De certificeringsinstantie voert op onafhankelijke en onpartijdige wijze haar activiteiten uit.
2. De certificeringsinstantie stelt procedures in voor de afgifte, opschorting en intrekking van certificaten en past deze toe.
3. De certificeringsinstantie houdt een register bij aan de hand waarvan de status van een gecertificeerde persoon of onderneming kan worden gecontroleerd. Dit register toont aan dat het certificeringsproces daadwerkelijk is afgerond. Het register wordt ten minste vijf jaar bewaard.
Artikel 8
Evalueringsinstantie
1. Een door de bevoegde autoriteit van een lidstaat of een andere daartoe gerechtigde instantie aangewezen evalueringsinstantie organiseert examens voor de in artikel 2, lid 1, bedoelde natuurlijke personen. Certificeringsinstanties als bedoeld in artikel 7 komen eveneens in aanmerking als evalueringsinstantie. De evalueringsinstantie voert op onafhankelijke en onpartijdige wijze haar activiteiten uit.
2. Examens worden op zodanige wijze gepland en gestructureerd dat de in bijlage I vastgestelde minimumvaardigheden en -kennis worden getoetst.
3. De evalueringsinstantie keurt rapportageprocedures goed en houdt een register bij waarmee de individuele en algemene resultaten van de evaluatie kunnen worden gedocumenteerd.

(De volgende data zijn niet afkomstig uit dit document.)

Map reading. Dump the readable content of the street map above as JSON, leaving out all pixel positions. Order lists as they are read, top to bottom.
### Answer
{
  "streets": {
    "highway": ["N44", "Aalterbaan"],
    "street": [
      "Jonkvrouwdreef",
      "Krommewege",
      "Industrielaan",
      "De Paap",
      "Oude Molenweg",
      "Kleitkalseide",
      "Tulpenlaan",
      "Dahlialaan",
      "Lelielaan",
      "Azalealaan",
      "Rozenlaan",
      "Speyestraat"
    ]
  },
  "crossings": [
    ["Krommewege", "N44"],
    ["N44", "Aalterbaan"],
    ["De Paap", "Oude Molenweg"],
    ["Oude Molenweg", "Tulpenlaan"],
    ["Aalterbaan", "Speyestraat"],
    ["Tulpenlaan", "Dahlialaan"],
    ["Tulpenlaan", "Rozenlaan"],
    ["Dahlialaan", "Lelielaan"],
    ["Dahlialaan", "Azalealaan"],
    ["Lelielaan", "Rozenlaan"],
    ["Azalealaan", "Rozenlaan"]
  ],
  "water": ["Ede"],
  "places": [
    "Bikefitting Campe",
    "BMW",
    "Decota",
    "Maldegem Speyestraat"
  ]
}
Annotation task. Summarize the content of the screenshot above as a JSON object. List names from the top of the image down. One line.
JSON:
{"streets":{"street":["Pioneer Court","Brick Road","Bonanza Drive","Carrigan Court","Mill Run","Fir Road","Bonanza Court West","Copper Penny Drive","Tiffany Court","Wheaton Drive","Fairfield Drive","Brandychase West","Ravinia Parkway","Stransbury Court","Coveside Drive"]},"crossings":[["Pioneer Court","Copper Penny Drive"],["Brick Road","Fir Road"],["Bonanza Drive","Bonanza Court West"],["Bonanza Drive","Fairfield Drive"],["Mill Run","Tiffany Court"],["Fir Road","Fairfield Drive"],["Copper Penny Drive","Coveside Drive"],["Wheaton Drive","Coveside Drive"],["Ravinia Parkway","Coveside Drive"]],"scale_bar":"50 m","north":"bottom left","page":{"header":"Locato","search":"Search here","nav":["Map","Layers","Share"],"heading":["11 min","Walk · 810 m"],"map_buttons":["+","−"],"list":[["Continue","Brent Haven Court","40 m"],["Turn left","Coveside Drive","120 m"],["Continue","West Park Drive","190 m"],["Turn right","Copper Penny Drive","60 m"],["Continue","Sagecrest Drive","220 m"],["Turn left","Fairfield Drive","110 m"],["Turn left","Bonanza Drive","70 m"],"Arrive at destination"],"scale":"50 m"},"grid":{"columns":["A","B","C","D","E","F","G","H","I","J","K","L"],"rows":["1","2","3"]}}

4. De evalueringsinstantie zorgt ervoor dat de voor een test aangewezen examinatoren goed op de hoogte zijn van de relevante examenmethoden en examendocumenten en de nodige competentie bezitten op het gebied waarin moet worden geëxamineerd. Zij zorgt er tevens voor dat de nodige apparatuur, instrumenten en materialen beschikbaar zijn voor de praktische tests.
Artikel 9
Kennisgeving
1. De lidstaten stellen de Commissie, onder gebruikmaking van het bij Uitvoeringsverordening (EU) 2015/2065 van de Commissie (5) vastgestelde model, tegen 1 januari 2017 in kennis van de namen en contactgegevens van onder artikel 7 vallende certificeringsinstanties voor natuurlijke personen en bedrijven en van de titels van certificaten voor natuurlijke personen die voldoen aan de eisen van artikel 4 en bedrijven die voldoen aan de eisen van artikel 6.
2. De lidstaten actualiseren de ingevolge lid 1 voorgelegde kennisgeving met relevante nieuwe informatie, en leggen deze onverwijld aan de Commissie voor.
Artikel 10
Voorwaarden voor wederzijdse erkenning
1. De wederzijdse erkenning van in andere lidstaten afgegeven certificaten geldt alleen voor certificaten afgegeven in overeenstemming met artikel 4 voor natuurlijke personen en artikel 6 voor bedrijven.
2. De lidstaten mogen houders van een in een andere lidstaat afgegeven certificaat om een vertaling vragen van dat certificaat in een andere officiële taal van de Unie.
Artikel 11
Intrekking
Verordening (EG) nr. 303/2008 wordt ingetrokken.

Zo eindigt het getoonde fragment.